BERLIN -- A lawyer for a 94-year-old former SS sergeant who served at the Auschwitz death camp urged a German court Tuesday to acquit his client of charges that he was an accessory to murder.

Defendant Oskar Groening has testified that he guarded prisoners' baggage after they arrived at Auschwitz and collected money stolen from them. Prosecutors say that amounts to helping the death camp function.

Defence lawyer Hans Holtermann, however, said in his closing arguments that as far as the law is concerned Groening did not facilitate mass murder, news agency dpa reported.

The state court in Lueneburg, in northern Germany, plans to issue its verdict on Wednesday.

Groening said when his trial opened in April that he bears a share of the moral guilt for atrocities at the camp but that it was up to judges to determine whether he is guilty under criminal law.

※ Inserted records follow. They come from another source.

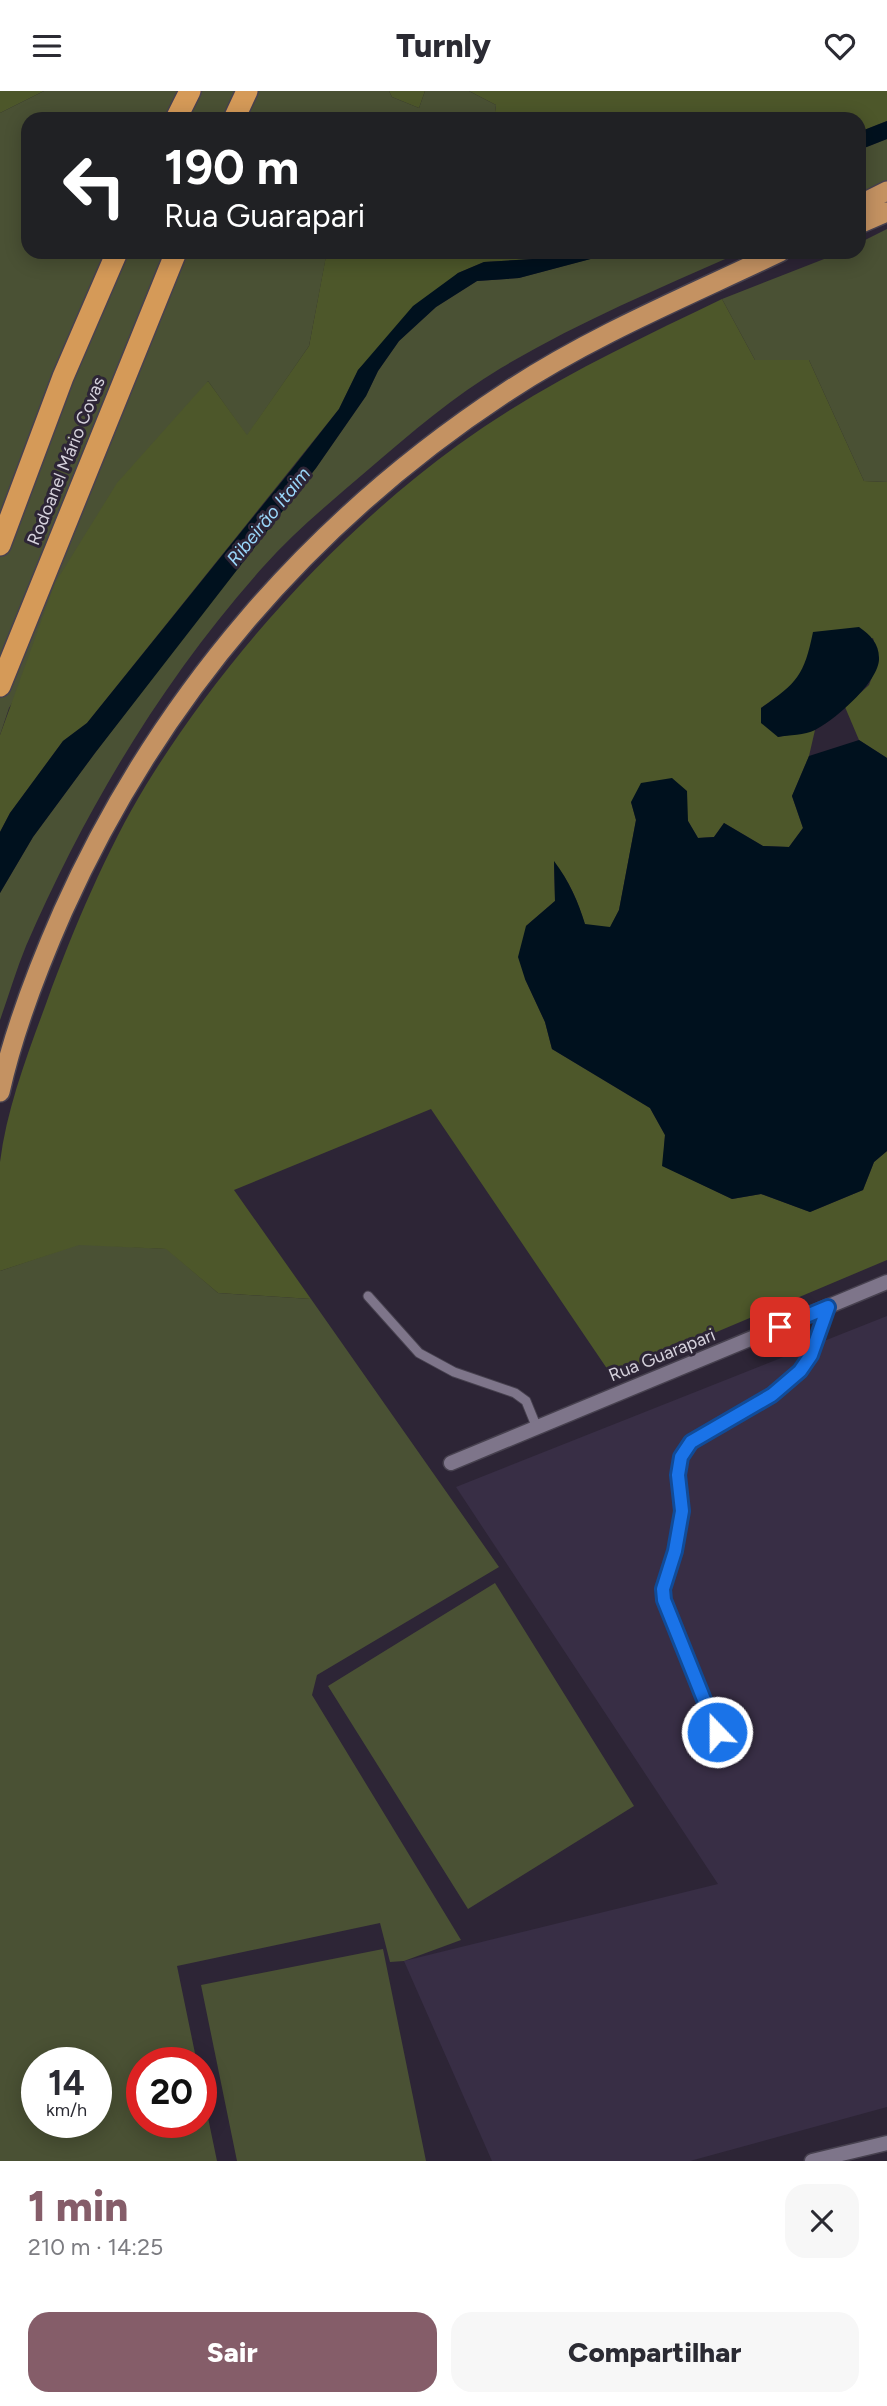 <!DOCTYPE html>
<html lang="pt">
<meta charset="utf-8">
<style>
body{margin:0;font-family:Figtree,sans-serif;background:#f7f7f7;color:#2b2b33;height:100vh;display:flex;flex-direction:column;font-size:26px;white-space:nowrap}
*{box-sizing:border-box;margin:0}
p{font-size:23px;color:#7c7c81}
.icon{flex:none;width:38px;height:38px;fill:none;stroke:currentColor;stroke-width:2;stroke-linecap:round;stroke-linejoin:round}
.map{position:relative;height:2070px;overflow:hidden}
.side{display:flex;flex-direction:column;background:#fff;flex:1}
.side>*{flex:none}
.banner{position:absolute;left:21px;top:21px;width:845px;height:147px;border-radius:21px;box-shadow:0 4px 18px #0003;background:#202124;color:#fff;overflow:hidden}
.speed{position:absolute;left:21px;top:1956px;display:flex;gap:14px;font-size:35px;font-weight:700;text-align:center}
.speed>*{display:grid;place-content:center;width:91px;height:91px;border-radius:50%;background:#fff;box-shadow:0 4px 18px #0003;line-height:1}
.speed small{font-size:18px;font-weight:400}
.speed .limit{border:10px solid #d22;background:#fff;color:#111}
.pin{position:absolute;display:grid;place-items:center;width:60px;height:60px;color:#fff;margin:-30px;border-radius:14px;box-shadow:0 4px 10px #0006}
.me{position:absolute;width:77px;margin:-38px;rotate:338deg;stroke-linejoin:round;filter:drop-shadow(0 0 5px #0008)}
.turn{display:flex;align-items:center;gap:24px;height:147px;padding:0 28px;font-size:32px}
.turn .icon{width:91px;height:91px;stroke-width:2.5}
.turn b{display:block;font-size:49px;line-height:60px}
.round{display:grid;place-items:center;flex:none;width:74px;height:74px;border-radius:21px;background:#f7f7f7}
.head{display:flex;align-items:center;justify-content:space-between;height:119px;padding:0 28px}
h1{font-size:42px;font-weight:800;line-height:52px;color:#855d69}
.action{display:flex;gap:14px;margin-top:auto;padding:14px 28px}
.action a{flex:1;height:80px;border-radius:21px;background:#855d69;color:#fff;font-size:28px;font-weight:800;line-height:80px;text-align:center}
.action a+a{background:#f7f7f7;color:#2b2b33}
header{display:flex;justify-content:space-between;align-items:center;height:91px;padding:0 28px;background:#fff;font-size:32px;font-weight:800}
.map>svg:first-child{display:block}
.built{fill:#382e45}
.green{fill:#4a5134;fill-rule:evenodd}
.forest{fill:#4d572a}
.water{fill:#00111e}
.lines{fill:none;stroke-linecap:round;stroke-linejoin:round}
.service-casing{stroke:#47414f;stroke-width:11}
.minor-casing{stroke:#47414f;stroke-width:17}
.trunk-casing{stroke:#47414f;stroke-width:22}
.motorway-casing{stroke:#47414f;stroke-width:24}
.service{stroke:#7e758a;stroke-width:9}
.minor{stroke:#7e758a;stroke-width:14}
.trunk{stroke:#c49262;stroke-width:19}
.motorway{stroke:#d59a58;stroke-width:21}
.route-casing{stroke:#114b97;stroke-width:18}
.route{stroke:#1a73e8;stroke-width:12}
.labels{text-anchor:middle;stroke-width:6;stroke-linejoin:round;paint-order:stroke}
.street-label{font-size:18px;fill:#d5d1dc;stroke:#2d2536}
.water-label{font-size:19px;font-style:italic;fill:#9ad6fa;stroke:#2d2536}
</style>
<header><svg class="icon" aria-label="menu" viewBox="0 0 24 24"><path d="M4 6h16M4 12h16M4 18h16"/></svg>Turnly<svg class="icon" aria-label="heart" viewBox="0 0 24 24"><path d="M12 20l-8-8c-3-5 5-10 8-4 3-6 11-1 8 4z"/></svg></header>
<div class="map">
<svg width="887" height="2070" viewBox="0 0 887 2070">
<rect width="100%" height="100%" fill="#2d2536"/>
<!-- built -->
<path class="built" d="M887,1225v791l-197,54h-198l-88,-200 314,-77 -262,-397z"/>
<!-- green -->
<path class="green" d="M44,0h345l3,6 27,11 6,-17h44l27,14 -2,14h-466v133h311l-13,5 -17,89 -62,90 -39,-55 -199,327 -9,27v-622z
M887,48v43l-28,14v-46z
M887,138v253l-23,-1 -55,-121h-54l-33,-61 120,-47h17v-9z
M607,161h134c-81,36 -163,70 -240,116 -47,28 -90,65 -132,101 -36,31 -74,62 -106,98 -100,112 -177,241 -237,379 -10,24 -17,49 -26,74v-127l33,-56 62,-84 146,-191 75,-94 50,-72 12,-25 21,-30 37,-34 41,-26 42,-3 82,-22z
M79,1153l88,5 51,44 93,6 188,268 -182,108 -5,20 149,245 -57,21 -14,1 -10,-39 -203,43 20,97h-55v60h59v-39l16,77h-217v-890zM37,1972h59v60h-59z
M495,1492l139,223 -166,103 -140,-223z
M383,1858l43,212h-189l-36,-176z"/>
<!-- forest -->
<path class="forest" d="M0,0h44l-44,22z
M389,0h36l-6,17 -27,-11z
M469,0h418v30l-28,11v-13h-365l2,-14z
M339,161h221l-27,7 -49,3 -26,11 -100,97 -19,39 -252,314 -24,18 -53,72 -10,19v-97l55,-152 62,-100 91,-102 39,54 62,-89 17,-90z
M722,208l33,61h54l55,121 23,1v276l-28,-18 -14,-33 24,-22 10,-26 -6,-21 -66,25 -15,23 -31,22 17,29 37,-7 -6,26 -17,40 11,32 -14,19 -26,-1 -39,-23 -10,14 -16,1 -10,-17 -57,-19 5,18 -17,90 -9,18 -25,-3c-7,-23 -15,-44 -31,-62l1,38 -29,25 -1,53 20,43 7,27 98,59 15,27 -2,31 69,33 29,-5 49,18 53,-22 11,-28 13,-11v109l-275,116 -181,-267 -197,81 77,109 -93,-6 -52,-44 -87,-4 -79,26c0,-34 0,-76 0,-109 7,-55 28,-109 47,-161 26,-71 60,-152 99,-216 78,-127 191,-252 312,-340 82,-60 173,-102 264,-146z"/>
<!-- water -->
<path class="water" d="M887,30v18l-28,11v-18z
M560,161h47l-5,4 -83,22 -42,3 -41,26 -37,34 -21,30 -12,25 -50,72 -221,285 -62,84 -33,56v-61l10,-19 53,-72 24,-18 205,-254 47,-60 19,-39 55,-64 45,-33 26,-11 49,-3z
M859,536c11,8 20,16 20,31 1,23 -44,62 -64,72 -10,5 -26,5 -37,7l-17,-14v-15c36,-25 43,-32 52,-76z
M859,649l28,18v393l-13,11 -11,28 -53,22 -49,-18 -29,5 -70,-33 3,-31 -15,-27 -98,-59 -7,-27 -20,-43 -7,-22 8,-31 29,-25 -1,-40c15,20 24,40 31,63l25,3 9,-17 17,-90 -5,-18 10,-19 31,-5 15,13 1,30 10,17 16,-1 10,-14 39,23 26,1 14,-19 -11,-32 17,-40z"/>
<g class="lines">
<defs>
<path id="service" d="M368,1205l51,57 35,19 61,21 11,8 11,27
M725,1662l-61,-153 -1,-11 12,-38 8,-40 -5,-36 3,-18 10,-15 81,-47 28,-24 11,-16 17,-48"/>
<path id="minor" d="M451,1372l436,-181
M812,2070l75,-18"/>
<path id="trunk" d="M859,114l28,-14
M859,133l28,-12
M0,1001c14,-63 37,-122 63,-181 96,-214 248,-391 445,-520 85,-56 180,-95 272,-139"/>
<path id="motorway" d="M176,28l14,-28
M234,28l13,-28
M0,454l63,-168 54,-125
M0,595l176,-434"/>
</defs>
<!-- service casing -->
<use href="#service" class="service-casing"/>
<!-- minor casing -->
<use href="#minor" class="minor-casing"/>
<!-- trunk casing -->
<use href="#trunk" class="trunk-casing"/>
<!-- motorway casing -->
<use href="#motorway" class="motorway-casing"/>
<!-- service -->
<use href="#service" class="service"/>
<!-- minor -->
<use href="#minor" class="minor"/>
<!-- trunk -->
<use href="#trunk" class="trunk"/>
<!-- motorway -->
<use href="#motorway" class="motorway"/>
</g>
<g class="lines">
<defs>
<path id="route" d="M717,1641l-53,-132 -1,-11 12,-38 7,-40 -4,-36 3,-18 10,-15 81,-47 28,-24 11,-16 17,-48 -48,20"/>
</defs>
<!-- route casing -->
<use href="#route" class="route-casing"/>
<!-- route -->
<use href="#route" class="route"/>
</g>
<g class="labels">
<!-- street labels -->
<g class="street-label">
<text transform="translate(66 370) rotate(-68)" y="6">Rodoanel Mário Covas</text>
<text transform="translate(662 1264) rotate(-22)" y="6">Rua Guarapari</text>
</g>
<!-- water labels -->
<g class="water-label">
<text transform="translate(268 425) rotate(-51)" y="7">Ribeirão Itaim</text>
</g>
</g>
</svg>
<div class="speed"><div>14<small>km/h</small></div><div class="limit">20</div></div>
<div class="pin" style="left:780px;top:1236px;background:#d93025"><svg class="icon" aria-label="arrive" viewBox="0 0 24 24"><path d="M6 21V4h12l-3 4 3 4H6"/></svg></div>
<svg class="me" style="left:717px;top:1641px" viewBox="-20 -20 40 40"><circle r="17" fill="#1a73e8" stroke="#fff" stroke-width="3"/><path d="M0-11L8 9 0 5-8 9z" fill="#fff"/></svg>
<div class="banner">
<div class="turn"><svg class="icon" aria-label="left" viewBox="0 0 24 24"><path d="M17 20v-9H6M10 6l-5 5 5 5"/></svg><div><b>190 m</b>Rua Guarapari</div></div>
</div>
</div>
<section class="side">
<div class="head"><div><h1>1 min</h1><p>210 m · 14:25</p></div><a class="round"><svg class="icon" aria-label="close" viewBox="0 0 24 24"><path d="M6 6l12 12M18 6L6 18"/></svg></a></div>
<div class="action"><a>Sair</a><a>Compartilhar</a></div>
</section>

Oskar Groening is being tried on 300,000 counts of accessory to murder, related to a period between May and July 1944 when hundreds of thousands Jews from Hungary were brought to the Auschwitz-Birkenau complex in Nazi-occupied Poland. Most were immediately gassed to death.

If convicted, Groening could get from three to 15 years in prison. Prosecutors have asked for 3 1/2 years, but recommended that 14 to 22 months be deducted from his sentence because it took so long to bring him to trial. Groening was previously investigated in the 1970s but authorities then shelved the case.

Another defence lawyer, Susanne Frangenberg, called for Groening not to be punished if he is convicted. She pointed to the delay in bringing him to trial and to his openness about his past, which is unusual for trials of former Nazi camp guards.